JALALABAD, Afghanistan -- A remote mountainous district in eastern Afghanistan that was once central to efforts by the Islamic State (IS) to establish a foothold in the country appears to be back in government control.
Officials in the eastern province of Nangarhar said Afghan forces have reclaimed Kot district after a weeklong military offensive that culminated with commando raids on IS leadership hideouts in the region late on July 25.
Nangarhar provincial spokesman Attaullah Khogyani claimed Afghan forces killed more than 100 IS militants and have captured nearly 20.
He said the dead included Saad Emarati, a prominent local IS leader.
“He was believed to be deputy military commander of the group and led the IS militants in Kot,” Khogyani told Radio Free Afghanistan on July 26. “Before that, he was a Taliban leader [in the southeastern province of Logar].”
Afghan observers said Emarati was a significant IS leader and his killing will affect the group’s operations in eastern Afghanistan.
On July 26, the Afghan military took a few journalists on a brief tour of Kot, where they were shown an IS hideout and offices. The ultra-radical militant group, which now rules parts of Iraq and Syria, apparently tried to imitate its harsh rule in Nangarhar by establishing courts, prisons, clinics, and training centers.
The Afghan victory comes days after IS claimed responsibility for an attack on a rally of Shi’ite Hazaras in the capital, Kabul. More than 80 protesters were killed in the July 23 attack, which Kabul said was carried out by two suicide bombers.
Lawmaker Zabihullah Zmaray, a member of Nangarhar provincial council, said the current offensive in the province is more effective than past government efforts, which saw IS militants often returning as soon as the government forces had left.
Zmaray said the combination of NATO air support and extensive ground operations by Afghan special forces is making a visible difference.
“President Ashraf Ghani has ordered the Afghan forces to abandon their defensive posture and get on the offensive against IS,” he said. “This seems to be paying off.”
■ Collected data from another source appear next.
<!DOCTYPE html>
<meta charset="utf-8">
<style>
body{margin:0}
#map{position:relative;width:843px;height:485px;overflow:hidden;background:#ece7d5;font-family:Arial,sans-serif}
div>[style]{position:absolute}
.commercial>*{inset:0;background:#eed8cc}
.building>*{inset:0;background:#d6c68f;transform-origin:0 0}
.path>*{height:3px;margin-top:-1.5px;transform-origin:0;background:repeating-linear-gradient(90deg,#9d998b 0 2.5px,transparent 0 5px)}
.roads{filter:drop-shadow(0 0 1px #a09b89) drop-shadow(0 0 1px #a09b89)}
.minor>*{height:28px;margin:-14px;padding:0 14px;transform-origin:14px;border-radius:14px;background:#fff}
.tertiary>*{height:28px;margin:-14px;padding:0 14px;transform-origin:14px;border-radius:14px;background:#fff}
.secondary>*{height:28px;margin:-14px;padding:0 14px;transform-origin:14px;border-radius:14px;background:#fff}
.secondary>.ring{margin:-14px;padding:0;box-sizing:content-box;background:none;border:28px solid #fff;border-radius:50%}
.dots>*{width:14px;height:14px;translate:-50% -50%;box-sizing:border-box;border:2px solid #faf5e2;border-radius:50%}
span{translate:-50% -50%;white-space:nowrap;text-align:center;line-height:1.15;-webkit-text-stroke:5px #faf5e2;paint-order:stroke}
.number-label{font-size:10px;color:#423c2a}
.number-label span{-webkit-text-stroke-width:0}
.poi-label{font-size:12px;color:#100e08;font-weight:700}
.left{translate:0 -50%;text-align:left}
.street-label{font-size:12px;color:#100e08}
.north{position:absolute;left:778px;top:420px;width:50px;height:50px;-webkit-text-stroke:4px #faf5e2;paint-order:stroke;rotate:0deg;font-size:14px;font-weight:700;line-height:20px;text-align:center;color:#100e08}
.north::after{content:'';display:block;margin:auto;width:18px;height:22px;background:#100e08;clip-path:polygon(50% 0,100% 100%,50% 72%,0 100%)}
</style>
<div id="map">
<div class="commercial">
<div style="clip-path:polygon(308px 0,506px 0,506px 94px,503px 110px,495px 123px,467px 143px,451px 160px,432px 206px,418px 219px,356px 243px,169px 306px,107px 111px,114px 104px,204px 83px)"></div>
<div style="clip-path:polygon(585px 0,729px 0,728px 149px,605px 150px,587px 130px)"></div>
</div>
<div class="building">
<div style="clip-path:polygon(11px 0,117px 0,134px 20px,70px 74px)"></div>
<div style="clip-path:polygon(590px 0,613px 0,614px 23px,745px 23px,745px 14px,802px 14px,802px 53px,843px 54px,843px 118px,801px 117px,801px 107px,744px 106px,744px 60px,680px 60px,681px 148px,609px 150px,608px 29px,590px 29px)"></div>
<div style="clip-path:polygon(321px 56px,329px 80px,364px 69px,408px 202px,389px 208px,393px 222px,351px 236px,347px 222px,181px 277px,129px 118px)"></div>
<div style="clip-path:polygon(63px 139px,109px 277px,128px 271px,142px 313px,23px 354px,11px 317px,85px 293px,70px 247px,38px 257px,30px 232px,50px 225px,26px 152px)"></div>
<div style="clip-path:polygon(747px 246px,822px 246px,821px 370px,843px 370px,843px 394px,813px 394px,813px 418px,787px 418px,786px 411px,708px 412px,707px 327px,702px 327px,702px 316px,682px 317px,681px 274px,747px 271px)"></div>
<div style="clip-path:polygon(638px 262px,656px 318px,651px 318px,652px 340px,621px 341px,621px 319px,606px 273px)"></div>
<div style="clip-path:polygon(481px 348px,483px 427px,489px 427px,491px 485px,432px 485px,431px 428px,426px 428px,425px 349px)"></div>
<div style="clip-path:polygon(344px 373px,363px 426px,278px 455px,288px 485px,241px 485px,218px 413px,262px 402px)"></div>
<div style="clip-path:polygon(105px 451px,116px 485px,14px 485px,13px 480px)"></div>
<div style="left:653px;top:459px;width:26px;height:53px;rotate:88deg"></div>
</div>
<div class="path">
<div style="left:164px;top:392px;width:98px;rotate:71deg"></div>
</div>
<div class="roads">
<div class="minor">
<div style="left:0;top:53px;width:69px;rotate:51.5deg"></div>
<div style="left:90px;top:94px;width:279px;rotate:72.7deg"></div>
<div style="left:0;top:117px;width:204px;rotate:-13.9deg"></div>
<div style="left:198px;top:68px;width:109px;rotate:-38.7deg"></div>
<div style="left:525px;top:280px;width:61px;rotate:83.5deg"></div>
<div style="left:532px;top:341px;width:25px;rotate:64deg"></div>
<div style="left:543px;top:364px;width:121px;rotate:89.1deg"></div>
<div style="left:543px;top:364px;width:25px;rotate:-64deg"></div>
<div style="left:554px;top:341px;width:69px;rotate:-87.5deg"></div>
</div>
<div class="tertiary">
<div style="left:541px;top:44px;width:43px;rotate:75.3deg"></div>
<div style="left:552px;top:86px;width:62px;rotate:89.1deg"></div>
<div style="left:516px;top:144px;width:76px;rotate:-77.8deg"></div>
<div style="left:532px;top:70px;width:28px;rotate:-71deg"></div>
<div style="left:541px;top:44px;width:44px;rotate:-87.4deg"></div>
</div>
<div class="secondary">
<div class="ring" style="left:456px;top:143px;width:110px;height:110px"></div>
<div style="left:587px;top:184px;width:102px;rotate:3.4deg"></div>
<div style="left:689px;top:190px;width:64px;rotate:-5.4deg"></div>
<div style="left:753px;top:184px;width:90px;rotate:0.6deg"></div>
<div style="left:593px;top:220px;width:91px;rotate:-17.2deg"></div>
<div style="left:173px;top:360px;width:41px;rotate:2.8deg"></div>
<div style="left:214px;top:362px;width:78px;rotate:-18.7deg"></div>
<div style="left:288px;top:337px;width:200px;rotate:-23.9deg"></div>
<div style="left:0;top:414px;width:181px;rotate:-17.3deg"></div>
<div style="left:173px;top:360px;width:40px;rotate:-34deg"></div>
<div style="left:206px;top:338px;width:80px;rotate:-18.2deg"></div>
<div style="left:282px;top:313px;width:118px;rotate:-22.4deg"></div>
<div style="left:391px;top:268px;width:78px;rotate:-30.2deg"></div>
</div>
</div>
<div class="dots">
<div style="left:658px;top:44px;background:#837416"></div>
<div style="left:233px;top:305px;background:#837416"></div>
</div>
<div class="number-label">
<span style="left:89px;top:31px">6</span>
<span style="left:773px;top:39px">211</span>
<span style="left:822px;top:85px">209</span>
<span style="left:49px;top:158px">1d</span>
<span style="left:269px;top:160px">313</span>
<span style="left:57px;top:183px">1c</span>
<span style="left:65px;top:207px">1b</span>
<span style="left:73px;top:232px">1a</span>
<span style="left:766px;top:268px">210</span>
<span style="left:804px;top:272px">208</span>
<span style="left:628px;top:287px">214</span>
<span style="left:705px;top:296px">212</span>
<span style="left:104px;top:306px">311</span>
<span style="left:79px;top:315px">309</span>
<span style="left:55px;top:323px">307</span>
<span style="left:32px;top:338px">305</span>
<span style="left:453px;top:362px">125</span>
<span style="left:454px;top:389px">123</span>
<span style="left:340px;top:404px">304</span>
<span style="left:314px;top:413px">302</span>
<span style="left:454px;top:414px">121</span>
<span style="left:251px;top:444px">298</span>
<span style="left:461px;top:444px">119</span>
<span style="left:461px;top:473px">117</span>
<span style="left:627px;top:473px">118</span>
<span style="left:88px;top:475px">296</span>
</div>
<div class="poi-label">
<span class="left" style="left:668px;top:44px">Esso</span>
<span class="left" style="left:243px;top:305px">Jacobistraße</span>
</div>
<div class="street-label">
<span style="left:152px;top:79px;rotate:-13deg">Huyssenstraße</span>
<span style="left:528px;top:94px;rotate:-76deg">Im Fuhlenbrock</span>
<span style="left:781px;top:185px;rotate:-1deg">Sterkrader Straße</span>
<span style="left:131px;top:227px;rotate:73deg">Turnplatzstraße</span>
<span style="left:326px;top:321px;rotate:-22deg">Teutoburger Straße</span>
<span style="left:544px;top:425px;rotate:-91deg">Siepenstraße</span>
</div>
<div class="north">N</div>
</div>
IS, locally known by its Arabic acronym Daesh, first emerged in the region in late 2014. It swiftly overran six Nangarhar districts bordering Pakistan last year. But its atrocities -- including beheadings and blowing civilians into pieces – have provoked local rebellions and operations by Afghan forces.
Earlier this month, General John Nicholson, the top U.S. commander in Afghanistan, said IS has endured significant losses in Nangarhar. He told journalists that the group was now present in just three districts, down from nine last year.
IS perhaps faces a more existential challenge from the Taliban, who oppose its strict Takfiri Salafi interpretations and see its aim of building a transnational “caliphate” as a direct challenge to the revival of their “Emirate” -- the Taliban term for their hard-line regime that crumbled in late 2001 in the aftermath of a U.S.-led offensive against the Taliban and Al-Qaeda.
The Taliban and IS fighters have frequently clashed across Afghanistan with the Taliban apparently succeeding in defeating the IS in the southern provinces of Helmand, Farah, and Zabul -- all bordering Iran or close to its borders.
Zmaray said the Afghan authorities have learned hard lessons from their past mistakes and now intend to leave behind enough soldiers to secure the regions reclaimed from IS and build robust civilian administrations.
“We are determined to not create a vacuum for these extremists,” he said.
Zmaray and other officials are now hoping to reclaim neighboring Achin and Haska Maina districts from IS.
In Kot, an Afghan Army officer, who did not give his name, told an Afghan TV channel that the victory has given them a morale boost.
“I want to promise the people of Nangarhar that we will eliminate every single enemy fighter here,” he said.
Abubakar Siddique wrote this story based on Shah Mahmood Shinwari’s reporting from Kabul, Afghanistan.